In 1931 Japan had occupied Manchuria, in north eastern China. This marked beginning of Japanese occupation of China. Six years later, in 1937 Japan occupied larger Chinese territory. Thus began Sino-Japanese wars from 1937 to 1945. This war was devastating, with large casualties on the Chinese side. The republican and communist Chinese sides were together fighting this war. They needed medical help, to take care of their wounded soldiers. Two doctors who heeded this call, are recognised in postage stamps – Dr Norman Bethune from Canada, and Dr Dwarkadas Kotnis from India. Both independently reached China in 1938. While Bethune died in China in November of 1939, Kotnis passed away in December of 1942.
Norman Bethune
Norman was born in Ontario, Canada in 1890. He entered medical school in Toronto in 1909, and after some interruptions graduated in 1916. After initially serving in the Royal Navy, he started a private practice in Deteroit, Michigan in 1923. Three years later he was down with Tuberculosis, and was admitted to a sanitorium in New York. Here part of his diseased lung was surgically removed (pneumonectomy), and Norman became interested in Thoracic surgery as a specialisation.
Norman in Canada
He indeed got trained in Thoracic surgery at McGill University, Montreal Canada.
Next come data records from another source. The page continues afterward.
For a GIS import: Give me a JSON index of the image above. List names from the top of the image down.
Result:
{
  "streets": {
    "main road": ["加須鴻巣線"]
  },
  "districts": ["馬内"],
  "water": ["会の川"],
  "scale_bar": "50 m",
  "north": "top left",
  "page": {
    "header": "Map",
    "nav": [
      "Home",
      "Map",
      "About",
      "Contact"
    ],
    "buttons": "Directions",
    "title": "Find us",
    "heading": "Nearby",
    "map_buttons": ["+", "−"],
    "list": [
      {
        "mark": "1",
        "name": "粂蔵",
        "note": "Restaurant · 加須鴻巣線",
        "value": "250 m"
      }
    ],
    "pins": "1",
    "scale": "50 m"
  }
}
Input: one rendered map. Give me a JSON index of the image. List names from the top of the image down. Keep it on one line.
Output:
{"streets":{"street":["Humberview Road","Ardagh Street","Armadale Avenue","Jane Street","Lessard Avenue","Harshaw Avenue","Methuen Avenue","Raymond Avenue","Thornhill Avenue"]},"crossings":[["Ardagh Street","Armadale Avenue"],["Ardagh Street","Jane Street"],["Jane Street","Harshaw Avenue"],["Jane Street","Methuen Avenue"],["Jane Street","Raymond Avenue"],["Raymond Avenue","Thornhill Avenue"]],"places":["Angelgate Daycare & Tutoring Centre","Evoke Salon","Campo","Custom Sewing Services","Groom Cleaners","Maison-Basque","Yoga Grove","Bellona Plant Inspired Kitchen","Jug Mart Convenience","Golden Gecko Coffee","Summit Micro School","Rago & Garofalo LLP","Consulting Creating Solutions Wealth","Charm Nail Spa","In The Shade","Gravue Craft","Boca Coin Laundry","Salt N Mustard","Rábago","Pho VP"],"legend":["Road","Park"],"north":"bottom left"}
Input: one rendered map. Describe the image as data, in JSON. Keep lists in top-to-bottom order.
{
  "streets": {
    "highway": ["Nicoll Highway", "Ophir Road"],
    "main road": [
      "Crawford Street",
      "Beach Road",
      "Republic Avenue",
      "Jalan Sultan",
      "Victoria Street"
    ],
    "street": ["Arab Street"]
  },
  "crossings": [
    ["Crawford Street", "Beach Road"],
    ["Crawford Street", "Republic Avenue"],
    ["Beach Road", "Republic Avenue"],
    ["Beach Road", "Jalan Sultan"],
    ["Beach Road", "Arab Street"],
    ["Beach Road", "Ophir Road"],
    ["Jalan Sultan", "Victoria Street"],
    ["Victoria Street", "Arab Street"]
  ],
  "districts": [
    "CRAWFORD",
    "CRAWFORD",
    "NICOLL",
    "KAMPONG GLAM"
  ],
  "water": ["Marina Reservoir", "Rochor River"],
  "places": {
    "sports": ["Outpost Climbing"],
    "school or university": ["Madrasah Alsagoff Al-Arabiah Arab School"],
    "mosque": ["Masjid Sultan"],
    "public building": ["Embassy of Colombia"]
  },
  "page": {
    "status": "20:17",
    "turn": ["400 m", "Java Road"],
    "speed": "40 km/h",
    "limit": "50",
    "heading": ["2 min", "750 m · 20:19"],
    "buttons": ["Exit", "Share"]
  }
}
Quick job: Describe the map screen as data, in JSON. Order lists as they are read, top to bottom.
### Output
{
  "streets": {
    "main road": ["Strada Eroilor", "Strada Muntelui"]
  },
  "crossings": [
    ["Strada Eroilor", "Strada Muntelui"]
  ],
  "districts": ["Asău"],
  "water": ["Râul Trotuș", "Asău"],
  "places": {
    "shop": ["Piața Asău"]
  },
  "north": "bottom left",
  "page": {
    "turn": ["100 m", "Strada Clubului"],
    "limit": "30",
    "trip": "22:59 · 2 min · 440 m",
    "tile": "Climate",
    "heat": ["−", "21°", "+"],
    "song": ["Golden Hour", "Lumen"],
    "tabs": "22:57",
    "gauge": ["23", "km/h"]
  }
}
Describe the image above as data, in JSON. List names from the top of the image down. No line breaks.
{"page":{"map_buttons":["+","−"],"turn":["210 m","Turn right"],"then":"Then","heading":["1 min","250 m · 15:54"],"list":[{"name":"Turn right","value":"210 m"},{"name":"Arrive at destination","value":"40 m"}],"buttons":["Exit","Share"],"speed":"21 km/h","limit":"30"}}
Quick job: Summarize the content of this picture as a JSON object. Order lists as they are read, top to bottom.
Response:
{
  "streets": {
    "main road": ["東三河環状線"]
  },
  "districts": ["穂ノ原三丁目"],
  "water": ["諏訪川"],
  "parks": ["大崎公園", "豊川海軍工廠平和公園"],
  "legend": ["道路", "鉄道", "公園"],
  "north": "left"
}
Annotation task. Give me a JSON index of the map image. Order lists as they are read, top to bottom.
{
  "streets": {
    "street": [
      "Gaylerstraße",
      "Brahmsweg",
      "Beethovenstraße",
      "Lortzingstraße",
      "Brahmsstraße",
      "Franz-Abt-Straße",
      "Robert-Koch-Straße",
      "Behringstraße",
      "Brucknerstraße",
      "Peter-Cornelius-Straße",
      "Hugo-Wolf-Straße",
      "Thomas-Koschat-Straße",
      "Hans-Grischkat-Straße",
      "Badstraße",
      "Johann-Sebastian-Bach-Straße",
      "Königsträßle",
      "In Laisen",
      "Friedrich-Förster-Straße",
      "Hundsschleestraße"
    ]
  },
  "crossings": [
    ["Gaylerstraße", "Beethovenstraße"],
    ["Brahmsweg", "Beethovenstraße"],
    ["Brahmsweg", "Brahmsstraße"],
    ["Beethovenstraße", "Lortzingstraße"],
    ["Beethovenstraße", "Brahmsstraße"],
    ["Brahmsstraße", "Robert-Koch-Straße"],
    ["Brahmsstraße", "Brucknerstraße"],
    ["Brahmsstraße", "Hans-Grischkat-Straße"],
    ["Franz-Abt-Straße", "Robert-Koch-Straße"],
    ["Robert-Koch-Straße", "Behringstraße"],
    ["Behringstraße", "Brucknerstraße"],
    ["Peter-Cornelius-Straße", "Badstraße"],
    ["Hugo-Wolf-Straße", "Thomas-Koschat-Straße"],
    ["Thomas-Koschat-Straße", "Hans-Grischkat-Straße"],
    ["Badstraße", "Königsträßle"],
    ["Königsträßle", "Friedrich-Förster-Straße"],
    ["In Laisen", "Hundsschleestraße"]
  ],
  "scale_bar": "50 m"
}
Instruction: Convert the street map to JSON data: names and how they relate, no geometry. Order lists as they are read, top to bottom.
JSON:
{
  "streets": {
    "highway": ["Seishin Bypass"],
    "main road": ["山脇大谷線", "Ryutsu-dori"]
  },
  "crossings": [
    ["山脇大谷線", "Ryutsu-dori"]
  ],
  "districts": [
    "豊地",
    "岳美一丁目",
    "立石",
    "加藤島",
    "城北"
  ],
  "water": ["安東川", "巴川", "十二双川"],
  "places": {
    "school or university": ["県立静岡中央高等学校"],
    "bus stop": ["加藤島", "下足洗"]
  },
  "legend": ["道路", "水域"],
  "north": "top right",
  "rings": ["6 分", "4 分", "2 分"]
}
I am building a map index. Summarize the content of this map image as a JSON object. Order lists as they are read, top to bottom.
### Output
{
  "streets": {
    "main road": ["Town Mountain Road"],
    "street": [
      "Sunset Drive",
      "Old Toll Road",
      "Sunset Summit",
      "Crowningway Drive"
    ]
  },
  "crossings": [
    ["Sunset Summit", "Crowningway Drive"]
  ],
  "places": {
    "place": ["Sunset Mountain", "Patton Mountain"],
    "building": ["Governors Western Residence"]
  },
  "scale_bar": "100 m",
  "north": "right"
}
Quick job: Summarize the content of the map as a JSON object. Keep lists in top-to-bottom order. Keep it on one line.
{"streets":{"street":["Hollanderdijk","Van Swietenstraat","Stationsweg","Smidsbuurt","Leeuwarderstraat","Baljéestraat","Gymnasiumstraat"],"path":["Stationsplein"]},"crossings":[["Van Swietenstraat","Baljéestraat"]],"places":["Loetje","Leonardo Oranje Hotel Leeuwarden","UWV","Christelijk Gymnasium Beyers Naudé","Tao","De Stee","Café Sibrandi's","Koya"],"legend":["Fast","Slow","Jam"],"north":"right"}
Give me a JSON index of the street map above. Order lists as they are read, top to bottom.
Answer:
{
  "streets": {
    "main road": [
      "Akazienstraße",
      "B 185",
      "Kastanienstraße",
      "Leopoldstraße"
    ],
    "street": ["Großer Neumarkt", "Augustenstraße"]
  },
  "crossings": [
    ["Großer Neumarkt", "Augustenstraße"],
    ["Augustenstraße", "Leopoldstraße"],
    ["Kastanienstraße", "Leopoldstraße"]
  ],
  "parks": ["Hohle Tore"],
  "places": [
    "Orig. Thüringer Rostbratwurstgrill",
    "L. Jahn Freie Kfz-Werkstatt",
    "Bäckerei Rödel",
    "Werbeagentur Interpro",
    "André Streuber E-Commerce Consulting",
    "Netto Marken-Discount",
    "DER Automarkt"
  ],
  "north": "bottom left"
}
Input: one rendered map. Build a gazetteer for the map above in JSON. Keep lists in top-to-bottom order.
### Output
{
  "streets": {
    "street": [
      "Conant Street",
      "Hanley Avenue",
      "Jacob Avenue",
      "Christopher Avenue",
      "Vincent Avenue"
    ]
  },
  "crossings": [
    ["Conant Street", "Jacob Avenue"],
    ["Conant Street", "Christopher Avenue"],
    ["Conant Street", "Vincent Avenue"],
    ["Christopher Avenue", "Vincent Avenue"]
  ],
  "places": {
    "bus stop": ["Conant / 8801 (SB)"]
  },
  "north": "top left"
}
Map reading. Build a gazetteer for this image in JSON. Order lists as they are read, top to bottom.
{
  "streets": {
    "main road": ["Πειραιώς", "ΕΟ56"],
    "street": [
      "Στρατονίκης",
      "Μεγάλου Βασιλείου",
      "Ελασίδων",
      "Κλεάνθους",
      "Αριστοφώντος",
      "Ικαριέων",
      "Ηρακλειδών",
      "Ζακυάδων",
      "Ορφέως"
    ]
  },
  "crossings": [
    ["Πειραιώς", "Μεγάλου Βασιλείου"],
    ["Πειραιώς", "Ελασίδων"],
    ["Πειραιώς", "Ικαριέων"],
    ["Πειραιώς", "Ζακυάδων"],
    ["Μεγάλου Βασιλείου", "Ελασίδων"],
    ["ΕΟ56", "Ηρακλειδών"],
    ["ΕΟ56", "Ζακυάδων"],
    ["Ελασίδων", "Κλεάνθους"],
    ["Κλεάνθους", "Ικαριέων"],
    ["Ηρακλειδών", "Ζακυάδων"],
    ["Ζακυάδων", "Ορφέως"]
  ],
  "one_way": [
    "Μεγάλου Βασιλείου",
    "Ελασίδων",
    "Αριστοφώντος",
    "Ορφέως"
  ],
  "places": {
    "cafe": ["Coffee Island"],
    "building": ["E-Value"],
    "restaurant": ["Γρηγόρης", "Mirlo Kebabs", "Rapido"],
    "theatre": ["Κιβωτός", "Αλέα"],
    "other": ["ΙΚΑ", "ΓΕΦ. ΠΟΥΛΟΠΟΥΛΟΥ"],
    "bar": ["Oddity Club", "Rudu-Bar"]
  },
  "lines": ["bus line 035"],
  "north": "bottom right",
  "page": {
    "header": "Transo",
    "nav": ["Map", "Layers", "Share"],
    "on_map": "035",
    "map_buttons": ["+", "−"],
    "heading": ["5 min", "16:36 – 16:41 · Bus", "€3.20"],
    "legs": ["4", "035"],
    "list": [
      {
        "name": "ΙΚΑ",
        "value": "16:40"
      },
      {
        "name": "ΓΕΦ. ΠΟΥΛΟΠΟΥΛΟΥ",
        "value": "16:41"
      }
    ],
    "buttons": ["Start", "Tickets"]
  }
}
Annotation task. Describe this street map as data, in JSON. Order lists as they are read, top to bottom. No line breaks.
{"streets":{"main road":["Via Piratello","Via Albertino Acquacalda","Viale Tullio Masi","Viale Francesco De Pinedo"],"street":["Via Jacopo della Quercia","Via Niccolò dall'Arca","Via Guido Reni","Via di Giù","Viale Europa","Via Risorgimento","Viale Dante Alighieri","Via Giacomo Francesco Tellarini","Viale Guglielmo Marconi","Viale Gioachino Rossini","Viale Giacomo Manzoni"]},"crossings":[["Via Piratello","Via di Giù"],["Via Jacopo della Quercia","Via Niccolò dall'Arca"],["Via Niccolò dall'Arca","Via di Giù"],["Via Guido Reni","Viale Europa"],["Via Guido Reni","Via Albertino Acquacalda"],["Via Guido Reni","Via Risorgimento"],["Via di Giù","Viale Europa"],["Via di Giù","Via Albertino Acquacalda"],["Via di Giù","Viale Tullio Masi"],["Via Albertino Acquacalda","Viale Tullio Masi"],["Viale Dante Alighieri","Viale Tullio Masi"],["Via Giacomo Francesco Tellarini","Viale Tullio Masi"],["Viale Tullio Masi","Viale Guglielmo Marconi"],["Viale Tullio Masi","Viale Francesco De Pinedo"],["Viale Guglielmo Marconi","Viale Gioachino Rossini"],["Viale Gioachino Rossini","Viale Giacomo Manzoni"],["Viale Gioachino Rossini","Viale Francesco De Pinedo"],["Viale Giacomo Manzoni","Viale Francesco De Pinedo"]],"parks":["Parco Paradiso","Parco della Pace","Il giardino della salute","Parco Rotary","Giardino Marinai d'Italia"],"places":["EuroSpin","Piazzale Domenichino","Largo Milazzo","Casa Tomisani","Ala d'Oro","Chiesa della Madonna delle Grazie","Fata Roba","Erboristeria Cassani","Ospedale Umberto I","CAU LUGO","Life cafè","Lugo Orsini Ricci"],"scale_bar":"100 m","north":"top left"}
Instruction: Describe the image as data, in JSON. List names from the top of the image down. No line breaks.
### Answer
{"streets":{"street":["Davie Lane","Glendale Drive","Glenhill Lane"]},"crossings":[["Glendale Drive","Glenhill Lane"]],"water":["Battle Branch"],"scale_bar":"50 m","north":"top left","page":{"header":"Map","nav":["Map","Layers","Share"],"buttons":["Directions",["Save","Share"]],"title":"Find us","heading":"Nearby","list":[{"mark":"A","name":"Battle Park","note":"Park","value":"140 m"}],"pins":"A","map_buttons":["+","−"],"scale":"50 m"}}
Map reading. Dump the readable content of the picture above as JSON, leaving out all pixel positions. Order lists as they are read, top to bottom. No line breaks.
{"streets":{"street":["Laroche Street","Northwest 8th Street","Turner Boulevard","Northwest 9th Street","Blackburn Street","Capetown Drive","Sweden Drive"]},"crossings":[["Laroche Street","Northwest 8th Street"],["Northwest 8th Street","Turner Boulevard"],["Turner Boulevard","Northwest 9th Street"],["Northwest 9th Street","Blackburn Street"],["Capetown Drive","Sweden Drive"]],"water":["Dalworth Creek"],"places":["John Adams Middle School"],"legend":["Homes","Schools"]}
He improvised on many surgical instruments while working at Victoria hospital in Montreal.
By 1935, Norman Bethune was interested in social medicine. In next year, he had travelled to the Soviet Union, had joined Canadian Communist Party, and had volunteered his services for the republican side in the Spanish civil war. In Spain, he designed a mobile blood transfusion van. He returned to Canada in 1937, but in January of 1938 he travelled to China to offer his services to the Chinese communist party.
Norman in China
In January 1938 Bethune travelled from Hong-Kong to war zone in Shaanxi province in China. There he joined the Chinese Communists led by Mao Zedong. George Hatem, a Lebanese-American doctor was already these, and helped Norman with task of improving medical services. He worked tirelessly as a military surgeon, treating many injured soldiers, and organising medical care.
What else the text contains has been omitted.